Its okay to hold her mouth and repeat the command. Okay... change of plan. Dont bring out the food, and see if that helps. If you have to hold her mouth, that's fine though... tell her again what you want (hold) and pet her. Dont put a ton of pressure on her mouth and as she calms down and relaxes, slowly let up on the pressure on her mouth, telling her what a smart girl she is and good hold. Do you need her to pick it up on her own? If so, then it sounds like at least you are making progress. But truthfully, asking her to pick it up herself actually complicates it. If you want her to understand what "hold" means, you need to place it in her mouth for her. Having her pick it up on her own, you need a different command (fetch, take it, get it, whatever). When you put the entire thing together and are teaching her, then you can tell her to go pick it up, then hold it, bring it, give it, whatever. You want to shape each part separately. If you tell her "take it" as you physically put in in her mouth for her, then "hold it" and offer the praise, and "give it", she will have a handle on the take/hold/give sequence. Then I think you can add in the retrieving part. 

LOL. Yes, I was very pleased with that picture, but its actually Sydney. She only held that wand long enough for me to get a picture and that was fine for me. Paige, on the other hand, I want a more consistant hold and one that lasts long enough for doing obedience exercises and using a dumbbell. But both were taught the same way.... I just wasn't as persistant with Sydney because all I wanted was a picture of her in her halloween costume. Thanks for the compliments.

Good luck, and hopefully that helps some, BJ


----------



## FlyingQuizini (Oct 24, 2006)

MurphyTeller said:


> No - click and treat while she's holding the object - not after she drops it. The click marks the behavior you want! You don't want her to drop it (that's the anti-hold!).
> Erica


Haha! I started to write the exact same post as you, based on the following:

_*remove hand click and treat after she drops it.*_

But then I re-read it and am pretty sure it should be "remove hand, click, and treat after she drops it" as in, remove your hand, click while it's still in her mouth - which will make her drop it - and then treat.

Oh what a difference a comma makes! :wave:


----------



## FlyingQuizini (Oct 24, 2006)

BTW, don't be discouraged. A reliable hold for a duration often takes a while to train. There will be other jobs!


----------



## pb1221 (Nov 21, 2006)

Thanks BJ and Quiz....She already knows fetch, take it, give, etc. It's the hold that is new for her. We did not get the job this time anyway which was a relief! Now I have more time to train her properly how to sit and hold onto an object. I'm sure she will be called for other jobs and next time we will be ready!

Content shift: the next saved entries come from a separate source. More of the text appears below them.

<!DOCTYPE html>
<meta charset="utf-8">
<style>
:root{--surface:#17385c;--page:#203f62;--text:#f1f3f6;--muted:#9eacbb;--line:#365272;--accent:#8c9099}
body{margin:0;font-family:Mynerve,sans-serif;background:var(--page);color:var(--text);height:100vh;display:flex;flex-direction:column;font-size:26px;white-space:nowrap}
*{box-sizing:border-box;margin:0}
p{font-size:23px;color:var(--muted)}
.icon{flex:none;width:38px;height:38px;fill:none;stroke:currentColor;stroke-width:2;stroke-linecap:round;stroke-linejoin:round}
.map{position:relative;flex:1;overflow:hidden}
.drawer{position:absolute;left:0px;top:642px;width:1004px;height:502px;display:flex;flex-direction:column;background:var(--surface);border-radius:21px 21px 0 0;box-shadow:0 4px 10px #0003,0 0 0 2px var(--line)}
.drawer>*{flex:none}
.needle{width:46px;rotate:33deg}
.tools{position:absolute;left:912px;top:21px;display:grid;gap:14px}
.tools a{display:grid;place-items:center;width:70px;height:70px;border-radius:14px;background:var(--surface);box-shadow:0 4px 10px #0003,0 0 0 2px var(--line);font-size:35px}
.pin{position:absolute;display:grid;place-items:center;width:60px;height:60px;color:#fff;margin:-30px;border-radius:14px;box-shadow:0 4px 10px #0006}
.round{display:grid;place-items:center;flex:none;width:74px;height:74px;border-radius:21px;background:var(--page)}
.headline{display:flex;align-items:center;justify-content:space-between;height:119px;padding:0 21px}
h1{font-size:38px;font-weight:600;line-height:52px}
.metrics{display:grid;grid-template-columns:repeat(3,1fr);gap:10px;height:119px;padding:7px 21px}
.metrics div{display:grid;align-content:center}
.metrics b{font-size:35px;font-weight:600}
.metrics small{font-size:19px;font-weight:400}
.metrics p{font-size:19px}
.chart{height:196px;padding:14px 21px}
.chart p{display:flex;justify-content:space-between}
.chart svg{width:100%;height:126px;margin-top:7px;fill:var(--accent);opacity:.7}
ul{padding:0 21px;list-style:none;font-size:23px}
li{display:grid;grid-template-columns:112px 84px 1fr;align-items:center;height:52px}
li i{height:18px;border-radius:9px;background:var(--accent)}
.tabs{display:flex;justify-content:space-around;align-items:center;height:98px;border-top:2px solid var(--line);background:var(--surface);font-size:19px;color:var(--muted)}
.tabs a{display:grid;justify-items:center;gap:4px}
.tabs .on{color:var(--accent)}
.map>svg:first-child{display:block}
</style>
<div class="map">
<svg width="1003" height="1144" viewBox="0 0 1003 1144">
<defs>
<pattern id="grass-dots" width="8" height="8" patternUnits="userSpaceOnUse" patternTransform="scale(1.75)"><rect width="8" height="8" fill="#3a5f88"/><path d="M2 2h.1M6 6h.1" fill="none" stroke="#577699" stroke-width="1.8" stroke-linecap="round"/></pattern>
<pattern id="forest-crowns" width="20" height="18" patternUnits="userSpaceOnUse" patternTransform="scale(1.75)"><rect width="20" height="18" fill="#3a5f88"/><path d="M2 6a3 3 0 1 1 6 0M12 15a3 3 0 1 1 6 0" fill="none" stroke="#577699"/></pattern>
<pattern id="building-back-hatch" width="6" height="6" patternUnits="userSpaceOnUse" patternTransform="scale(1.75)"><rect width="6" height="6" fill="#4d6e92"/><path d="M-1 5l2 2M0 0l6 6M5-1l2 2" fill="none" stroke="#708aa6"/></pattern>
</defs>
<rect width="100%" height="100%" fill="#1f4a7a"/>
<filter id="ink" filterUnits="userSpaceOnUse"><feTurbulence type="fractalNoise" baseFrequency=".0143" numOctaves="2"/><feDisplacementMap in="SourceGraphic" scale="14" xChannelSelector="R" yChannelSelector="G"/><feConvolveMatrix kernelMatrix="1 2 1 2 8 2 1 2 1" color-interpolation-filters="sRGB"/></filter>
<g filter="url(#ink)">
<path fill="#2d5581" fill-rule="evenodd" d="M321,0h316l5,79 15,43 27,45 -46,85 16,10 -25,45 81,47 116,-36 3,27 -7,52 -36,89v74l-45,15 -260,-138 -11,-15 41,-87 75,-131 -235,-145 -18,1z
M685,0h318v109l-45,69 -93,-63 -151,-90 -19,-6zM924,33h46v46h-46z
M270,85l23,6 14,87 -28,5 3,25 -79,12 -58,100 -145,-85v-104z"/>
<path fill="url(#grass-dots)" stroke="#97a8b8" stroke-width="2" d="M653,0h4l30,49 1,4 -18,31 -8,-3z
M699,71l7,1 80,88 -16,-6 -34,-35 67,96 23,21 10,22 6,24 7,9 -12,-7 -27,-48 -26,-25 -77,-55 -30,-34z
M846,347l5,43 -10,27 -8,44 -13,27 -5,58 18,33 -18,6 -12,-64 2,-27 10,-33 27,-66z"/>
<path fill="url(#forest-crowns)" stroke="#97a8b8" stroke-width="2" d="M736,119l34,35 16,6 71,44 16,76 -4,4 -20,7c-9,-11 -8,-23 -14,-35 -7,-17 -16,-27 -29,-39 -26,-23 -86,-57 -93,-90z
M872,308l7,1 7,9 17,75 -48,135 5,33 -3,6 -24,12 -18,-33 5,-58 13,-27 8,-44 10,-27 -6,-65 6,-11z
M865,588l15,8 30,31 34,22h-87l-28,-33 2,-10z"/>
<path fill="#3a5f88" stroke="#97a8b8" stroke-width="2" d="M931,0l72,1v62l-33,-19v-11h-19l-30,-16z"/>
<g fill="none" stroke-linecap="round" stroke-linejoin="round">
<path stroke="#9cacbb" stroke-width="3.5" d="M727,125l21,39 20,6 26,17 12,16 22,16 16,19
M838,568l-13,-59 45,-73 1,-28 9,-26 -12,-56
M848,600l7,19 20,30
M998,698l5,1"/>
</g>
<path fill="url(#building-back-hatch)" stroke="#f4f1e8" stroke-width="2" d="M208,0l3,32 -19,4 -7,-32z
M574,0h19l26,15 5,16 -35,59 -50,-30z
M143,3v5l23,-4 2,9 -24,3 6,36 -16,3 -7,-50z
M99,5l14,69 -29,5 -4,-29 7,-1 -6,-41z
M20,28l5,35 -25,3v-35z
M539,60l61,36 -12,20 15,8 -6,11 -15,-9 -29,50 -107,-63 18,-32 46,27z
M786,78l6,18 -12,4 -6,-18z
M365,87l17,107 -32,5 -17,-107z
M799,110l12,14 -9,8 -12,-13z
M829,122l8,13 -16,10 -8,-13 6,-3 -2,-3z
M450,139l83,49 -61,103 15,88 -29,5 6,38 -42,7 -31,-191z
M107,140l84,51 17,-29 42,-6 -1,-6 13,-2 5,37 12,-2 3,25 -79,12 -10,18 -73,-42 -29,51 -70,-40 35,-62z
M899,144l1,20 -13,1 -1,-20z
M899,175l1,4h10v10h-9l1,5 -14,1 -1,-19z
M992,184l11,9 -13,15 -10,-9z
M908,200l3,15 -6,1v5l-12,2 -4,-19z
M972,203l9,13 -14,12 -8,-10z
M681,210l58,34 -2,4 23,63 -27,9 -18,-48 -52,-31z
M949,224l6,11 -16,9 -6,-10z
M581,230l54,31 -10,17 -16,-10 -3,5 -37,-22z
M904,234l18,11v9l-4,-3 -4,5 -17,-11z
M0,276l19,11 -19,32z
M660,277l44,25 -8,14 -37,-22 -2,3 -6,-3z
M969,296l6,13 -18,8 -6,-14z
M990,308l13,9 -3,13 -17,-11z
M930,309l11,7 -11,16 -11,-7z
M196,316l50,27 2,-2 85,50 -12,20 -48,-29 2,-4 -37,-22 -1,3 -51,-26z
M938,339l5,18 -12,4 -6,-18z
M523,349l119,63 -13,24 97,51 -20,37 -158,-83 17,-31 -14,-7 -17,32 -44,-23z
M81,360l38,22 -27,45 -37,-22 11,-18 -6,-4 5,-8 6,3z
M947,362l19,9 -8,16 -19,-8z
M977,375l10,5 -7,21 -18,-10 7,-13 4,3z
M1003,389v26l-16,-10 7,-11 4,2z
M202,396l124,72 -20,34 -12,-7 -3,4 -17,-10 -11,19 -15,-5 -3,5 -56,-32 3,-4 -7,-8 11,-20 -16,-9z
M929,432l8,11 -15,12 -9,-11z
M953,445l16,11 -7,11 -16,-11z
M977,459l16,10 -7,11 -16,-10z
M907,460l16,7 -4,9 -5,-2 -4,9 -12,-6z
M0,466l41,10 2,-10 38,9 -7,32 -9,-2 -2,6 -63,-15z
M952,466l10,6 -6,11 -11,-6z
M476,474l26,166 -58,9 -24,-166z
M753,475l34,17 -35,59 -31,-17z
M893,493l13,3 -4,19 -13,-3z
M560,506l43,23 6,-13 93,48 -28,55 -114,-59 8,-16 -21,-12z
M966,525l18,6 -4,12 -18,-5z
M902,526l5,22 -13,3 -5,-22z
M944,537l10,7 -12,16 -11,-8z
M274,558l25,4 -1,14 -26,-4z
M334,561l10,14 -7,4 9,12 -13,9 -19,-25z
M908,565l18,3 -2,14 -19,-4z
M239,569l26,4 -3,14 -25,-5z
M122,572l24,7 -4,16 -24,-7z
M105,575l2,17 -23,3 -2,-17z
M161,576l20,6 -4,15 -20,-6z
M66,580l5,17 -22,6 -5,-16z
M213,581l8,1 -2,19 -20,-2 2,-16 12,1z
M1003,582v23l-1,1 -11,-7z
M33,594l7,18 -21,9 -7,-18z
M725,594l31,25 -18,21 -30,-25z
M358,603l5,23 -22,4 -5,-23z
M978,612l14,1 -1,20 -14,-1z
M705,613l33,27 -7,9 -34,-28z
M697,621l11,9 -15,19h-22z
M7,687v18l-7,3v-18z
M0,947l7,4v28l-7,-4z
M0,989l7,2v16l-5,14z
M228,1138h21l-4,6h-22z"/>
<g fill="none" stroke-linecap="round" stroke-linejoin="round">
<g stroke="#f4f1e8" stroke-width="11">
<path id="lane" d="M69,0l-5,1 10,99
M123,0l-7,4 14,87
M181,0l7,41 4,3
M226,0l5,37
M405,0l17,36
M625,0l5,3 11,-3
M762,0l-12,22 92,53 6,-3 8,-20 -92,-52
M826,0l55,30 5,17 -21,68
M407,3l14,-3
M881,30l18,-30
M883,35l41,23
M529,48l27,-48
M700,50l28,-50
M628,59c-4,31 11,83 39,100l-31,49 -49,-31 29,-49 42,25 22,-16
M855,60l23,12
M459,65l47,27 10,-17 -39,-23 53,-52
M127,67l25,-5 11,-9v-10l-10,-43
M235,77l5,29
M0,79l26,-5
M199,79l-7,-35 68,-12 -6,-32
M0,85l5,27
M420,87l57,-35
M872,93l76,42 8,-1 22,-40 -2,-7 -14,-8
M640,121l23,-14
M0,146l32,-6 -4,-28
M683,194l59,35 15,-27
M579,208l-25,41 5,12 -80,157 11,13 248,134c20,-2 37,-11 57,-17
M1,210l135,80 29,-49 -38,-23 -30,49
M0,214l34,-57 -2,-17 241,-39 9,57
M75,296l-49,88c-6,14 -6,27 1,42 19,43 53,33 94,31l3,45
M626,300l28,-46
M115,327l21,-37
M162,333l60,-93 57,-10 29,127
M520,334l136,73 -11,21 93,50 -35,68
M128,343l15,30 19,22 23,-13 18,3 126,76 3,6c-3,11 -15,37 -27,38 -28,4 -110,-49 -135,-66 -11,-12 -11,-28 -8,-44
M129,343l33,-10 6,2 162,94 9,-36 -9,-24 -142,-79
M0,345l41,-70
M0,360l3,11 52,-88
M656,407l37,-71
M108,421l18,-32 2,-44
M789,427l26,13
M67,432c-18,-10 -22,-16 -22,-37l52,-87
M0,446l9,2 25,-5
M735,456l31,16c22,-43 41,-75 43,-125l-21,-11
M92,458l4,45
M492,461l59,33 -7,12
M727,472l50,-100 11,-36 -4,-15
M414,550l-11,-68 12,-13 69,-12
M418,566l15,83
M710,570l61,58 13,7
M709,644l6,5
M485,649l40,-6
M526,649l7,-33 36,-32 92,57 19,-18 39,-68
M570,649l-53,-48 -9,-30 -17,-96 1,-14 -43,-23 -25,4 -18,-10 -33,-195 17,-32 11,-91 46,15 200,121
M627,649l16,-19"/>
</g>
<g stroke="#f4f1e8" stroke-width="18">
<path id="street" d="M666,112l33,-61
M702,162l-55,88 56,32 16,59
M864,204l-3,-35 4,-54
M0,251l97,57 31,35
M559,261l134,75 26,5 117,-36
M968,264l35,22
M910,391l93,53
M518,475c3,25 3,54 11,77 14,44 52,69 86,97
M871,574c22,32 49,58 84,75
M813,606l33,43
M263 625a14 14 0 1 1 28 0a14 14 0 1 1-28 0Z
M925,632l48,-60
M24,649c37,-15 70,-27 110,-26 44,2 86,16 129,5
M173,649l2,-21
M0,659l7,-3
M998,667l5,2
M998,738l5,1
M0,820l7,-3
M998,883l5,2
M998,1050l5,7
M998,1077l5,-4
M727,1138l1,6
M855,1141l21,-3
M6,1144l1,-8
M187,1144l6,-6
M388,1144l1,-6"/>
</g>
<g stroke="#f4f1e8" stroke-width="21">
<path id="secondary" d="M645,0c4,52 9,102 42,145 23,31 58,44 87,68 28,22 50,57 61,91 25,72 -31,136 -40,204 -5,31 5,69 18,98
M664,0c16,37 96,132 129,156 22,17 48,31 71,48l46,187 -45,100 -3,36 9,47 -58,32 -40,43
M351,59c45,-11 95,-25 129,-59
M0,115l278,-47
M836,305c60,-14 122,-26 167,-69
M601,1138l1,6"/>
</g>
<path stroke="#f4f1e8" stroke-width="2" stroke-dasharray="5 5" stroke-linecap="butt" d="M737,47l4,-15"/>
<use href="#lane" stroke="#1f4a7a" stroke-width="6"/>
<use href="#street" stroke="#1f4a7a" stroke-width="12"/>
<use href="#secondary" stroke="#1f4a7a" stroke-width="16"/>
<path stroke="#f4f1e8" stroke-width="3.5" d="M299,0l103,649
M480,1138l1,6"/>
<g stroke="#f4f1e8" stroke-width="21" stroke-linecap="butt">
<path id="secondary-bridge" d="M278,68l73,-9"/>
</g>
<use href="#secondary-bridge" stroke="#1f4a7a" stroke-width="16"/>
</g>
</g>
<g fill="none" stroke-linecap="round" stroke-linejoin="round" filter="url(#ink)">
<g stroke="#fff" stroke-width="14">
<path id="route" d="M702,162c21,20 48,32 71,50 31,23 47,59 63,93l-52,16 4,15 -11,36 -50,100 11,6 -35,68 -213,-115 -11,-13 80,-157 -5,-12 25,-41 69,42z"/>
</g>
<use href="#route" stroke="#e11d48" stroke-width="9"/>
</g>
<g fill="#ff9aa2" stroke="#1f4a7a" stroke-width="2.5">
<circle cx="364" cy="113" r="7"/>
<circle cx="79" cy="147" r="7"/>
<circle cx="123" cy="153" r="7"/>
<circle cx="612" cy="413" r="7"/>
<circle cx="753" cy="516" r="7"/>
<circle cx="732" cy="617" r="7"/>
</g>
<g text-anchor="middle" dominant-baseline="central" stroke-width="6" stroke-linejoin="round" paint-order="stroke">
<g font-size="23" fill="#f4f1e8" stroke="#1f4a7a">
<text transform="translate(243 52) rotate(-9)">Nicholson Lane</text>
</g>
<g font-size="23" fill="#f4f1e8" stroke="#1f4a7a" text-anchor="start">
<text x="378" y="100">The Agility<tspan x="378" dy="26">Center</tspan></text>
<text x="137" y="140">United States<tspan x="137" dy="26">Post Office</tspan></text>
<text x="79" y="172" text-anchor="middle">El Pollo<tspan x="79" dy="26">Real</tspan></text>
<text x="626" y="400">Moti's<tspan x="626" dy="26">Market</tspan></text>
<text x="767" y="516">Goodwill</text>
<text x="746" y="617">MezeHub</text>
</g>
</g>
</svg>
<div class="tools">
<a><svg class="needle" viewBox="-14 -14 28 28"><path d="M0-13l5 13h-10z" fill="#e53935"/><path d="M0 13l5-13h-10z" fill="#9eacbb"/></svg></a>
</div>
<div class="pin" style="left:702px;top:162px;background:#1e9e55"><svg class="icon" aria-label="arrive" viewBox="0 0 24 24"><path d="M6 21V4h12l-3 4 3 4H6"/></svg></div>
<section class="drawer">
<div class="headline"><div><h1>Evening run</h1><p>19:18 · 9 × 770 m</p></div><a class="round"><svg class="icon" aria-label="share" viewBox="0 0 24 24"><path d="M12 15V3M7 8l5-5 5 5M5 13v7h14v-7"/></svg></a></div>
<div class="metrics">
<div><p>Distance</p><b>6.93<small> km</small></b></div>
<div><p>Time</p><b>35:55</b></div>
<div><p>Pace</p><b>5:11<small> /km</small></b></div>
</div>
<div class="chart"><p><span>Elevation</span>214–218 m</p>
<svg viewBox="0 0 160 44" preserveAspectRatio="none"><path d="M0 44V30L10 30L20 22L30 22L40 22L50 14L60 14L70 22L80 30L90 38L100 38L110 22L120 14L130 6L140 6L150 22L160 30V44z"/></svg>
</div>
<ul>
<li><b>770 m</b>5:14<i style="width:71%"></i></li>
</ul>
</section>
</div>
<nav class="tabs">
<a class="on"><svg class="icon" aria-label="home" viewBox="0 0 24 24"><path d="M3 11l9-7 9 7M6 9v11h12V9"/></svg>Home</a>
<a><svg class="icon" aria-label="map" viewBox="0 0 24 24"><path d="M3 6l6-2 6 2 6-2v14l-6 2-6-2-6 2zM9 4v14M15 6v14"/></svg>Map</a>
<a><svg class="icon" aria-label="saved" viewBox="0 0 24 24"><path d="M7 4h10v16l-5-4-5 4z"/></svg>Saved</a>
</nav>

thanks for all of your help, I really appreciate it:wavey:


----------



## MurphyTeller (Sep 28, 2008)

FlyingQuizini said:


> Haha! I started to write the exact same post as you, based on the following:
> 
> _*remove hand click and treat after she drops it.*_
> 
> ...


 
LOL - when I am starting a new crop of students I ALWAYS say "clickntreat" when discussing this concept to a new student...always one word and breath  

Oh, one more thing - if it were me (and I know we're late on this - the photo shoot was yesterday I think) and I was teaching a hold I would take whatever steps I needed to take to have the dumbbell (or object) landed in my hand instead of dropping to the floor after I marked the hold...

Erica


----------